Santa Rosa estaba en silencio. Las calles tenían una atmósfera sepulcral, la democracia había vuelto a morir por esos días, incluso antes de revivir. Solo el vehículo en el que Desirée era exiliada de sus pagos deambulaba esa tarde. El miedo se sentía más que el calor y la humedad.

El coche se detuvo frente al cementerio, allí todo el año era amarillo. Un lugar en donde la primavera no penetraba.

Desirée bajó en compañía de Valentín, quien llevaba en su mano un frasco con pintura y un pincel. Caminaron en silencio a lo largo del sendero vertebral del camposanto. El silencio decía más que cualquier palabra.

Se detuvieron frente a las lápidas de Gustave y Desirée que, como era habitual, se le había borrado el nombre.

—Gracias —dijo, rompiendo el silencio, Desirée.

Valentín solo la miró, no necesitó decir nada más.

»Se merecen al menos una flor, pero ni eso tuvieron.

La muchacha tomó el pincel y la pintura de la mano de su novio y, como tantas otras veces, se arrodilló frente a la lápida de la otra Desirée. Valentín se colocó junto a ella y la envolvió con su brazo derecho.
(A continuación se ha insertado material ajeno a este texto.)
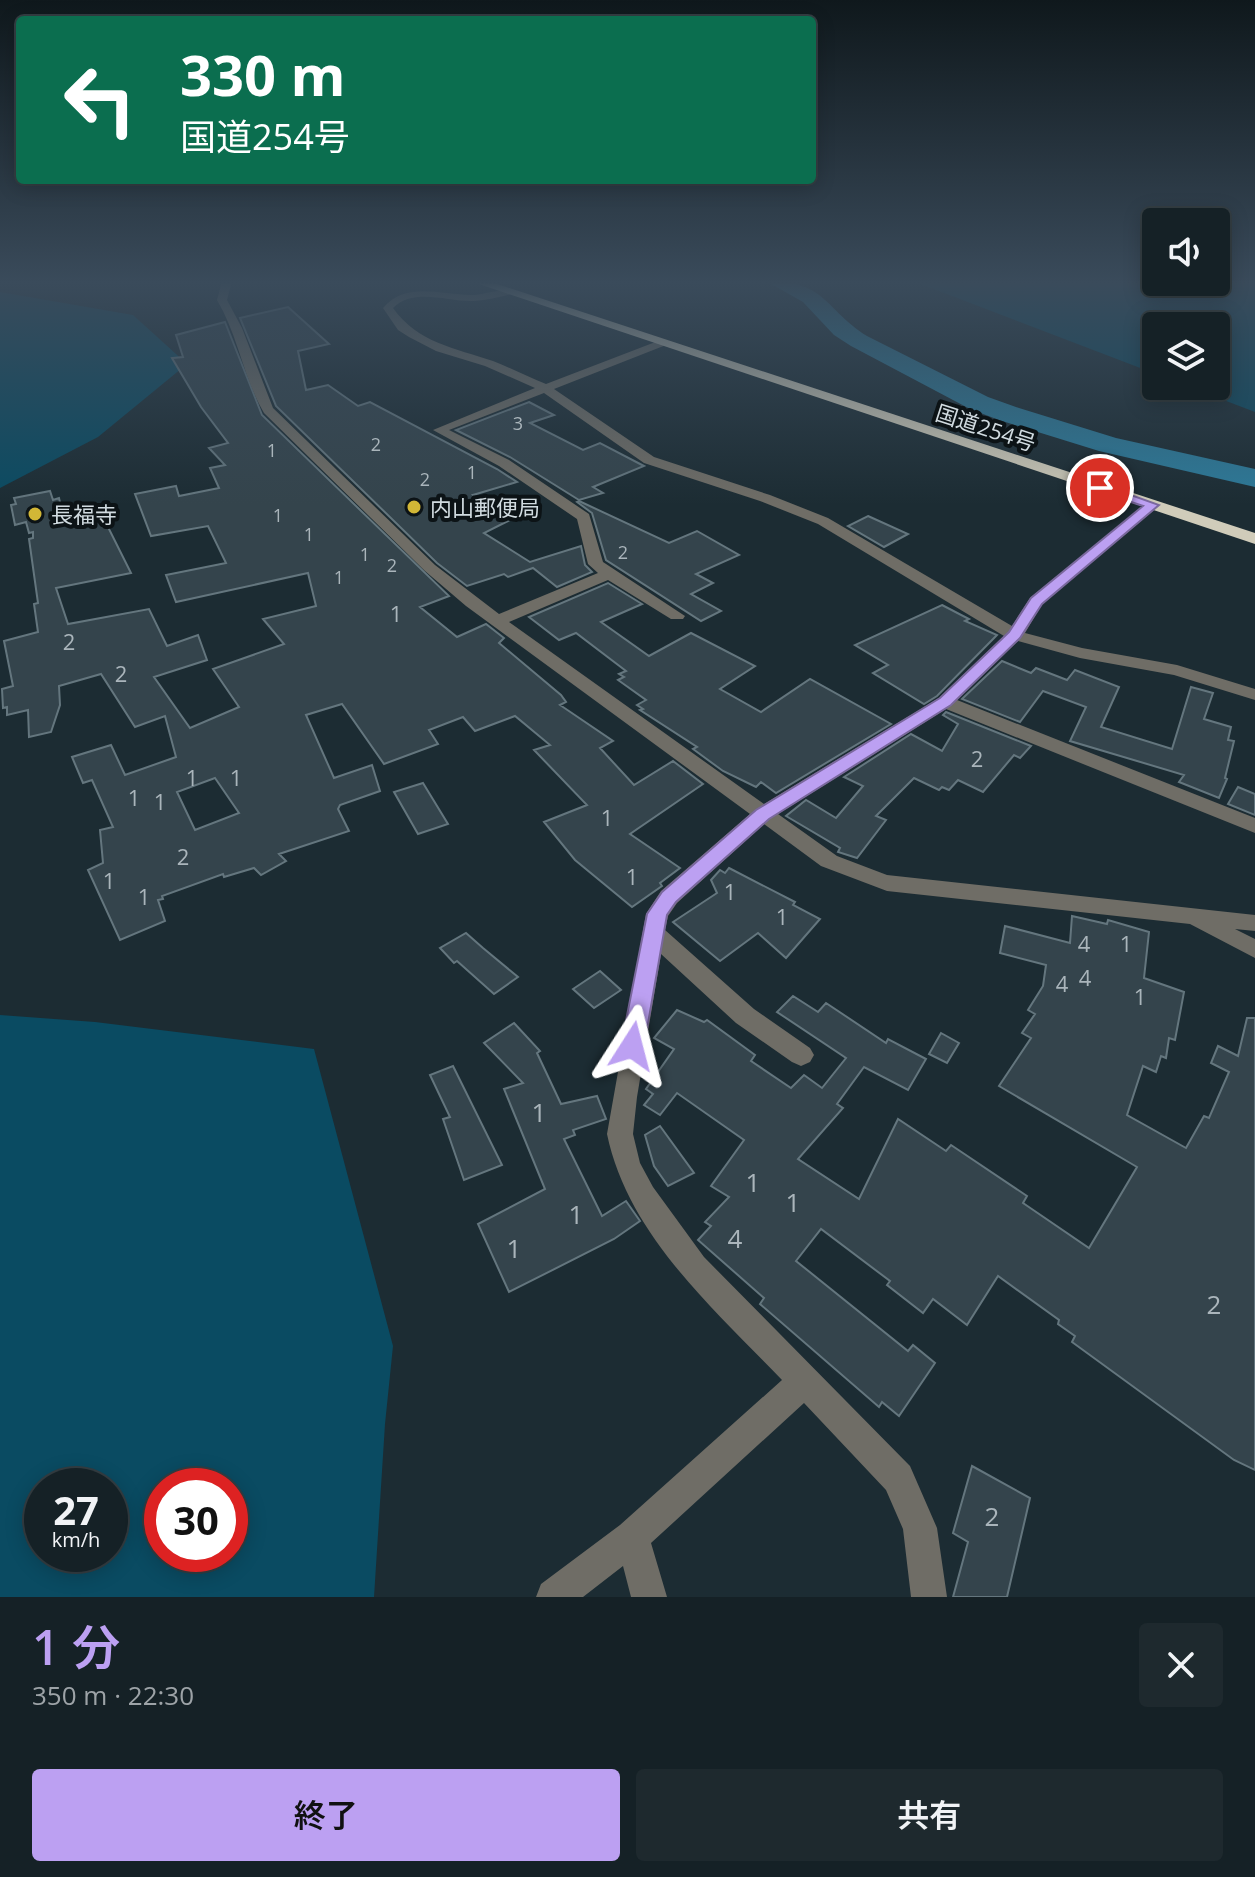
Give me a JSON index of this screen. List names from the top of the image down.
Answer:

—Nunca vas a estar sola —le dijo.

Aquellas palabras ardieron dentro de Desirée, ¿era amor?, lo era, pero también era valor. Sujetó el pincel con determinación y, con un trazo suave y firme, escribió uno sobre otro los nombres «Desirée Poulin», «Feliciano Abellán» y «Germaine Poulin» en la tumba de su hermana... de su familia.

Se puso de pie entonces y le tendió la mano a Valentín para ayudarlo a pararse. Ya no se soltaron. Volvieron al auto tomados de la mano, dejando atrás un pasado frustrante aún con la esperanza de un futuro mejor para ellos, incierto, sí, pero que los encontraría juntos.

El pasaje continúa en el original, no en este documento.